▸ **The task**
Hunt for the word "places" across the entries below, copying each line that holds it.

▸ **Stored items**
···

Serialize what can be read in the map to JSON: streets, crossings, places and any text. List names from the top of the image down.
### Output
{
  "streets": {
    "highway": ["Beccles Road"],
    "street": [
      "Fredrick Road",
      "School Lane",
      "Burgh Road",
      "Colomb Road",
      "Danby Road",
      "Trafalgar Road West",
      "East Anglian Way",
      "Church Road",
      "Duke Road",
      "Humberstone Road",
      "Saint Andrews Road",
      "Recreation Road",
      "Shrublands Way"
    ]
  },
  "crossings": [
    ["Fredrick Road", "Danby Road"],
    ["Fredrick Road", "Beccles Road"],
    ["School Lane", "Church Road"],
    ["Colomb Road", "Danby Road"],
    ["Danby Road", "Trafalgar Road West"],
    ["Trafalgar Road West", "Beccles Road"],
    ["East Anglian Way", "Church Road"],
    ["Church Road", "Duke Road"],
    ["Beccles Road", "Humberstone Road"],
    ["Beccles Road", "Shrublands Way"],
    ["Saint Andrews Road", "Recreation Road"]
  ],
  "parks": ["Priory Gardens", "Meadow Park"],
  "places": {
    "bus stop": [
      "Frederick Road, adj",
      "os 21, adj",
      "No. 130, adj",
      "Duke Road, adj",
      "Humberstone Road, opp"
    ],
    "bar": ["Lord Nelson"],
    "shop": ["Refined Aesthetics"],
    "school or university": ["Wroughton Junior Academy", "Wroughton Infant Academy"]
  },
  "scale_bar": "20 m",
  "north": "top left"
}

···

▸ **Output of the task**
Serialize what can be read in the map to JSON: streets, crossings, places and any text. List names from the top of the image down.
  "places": {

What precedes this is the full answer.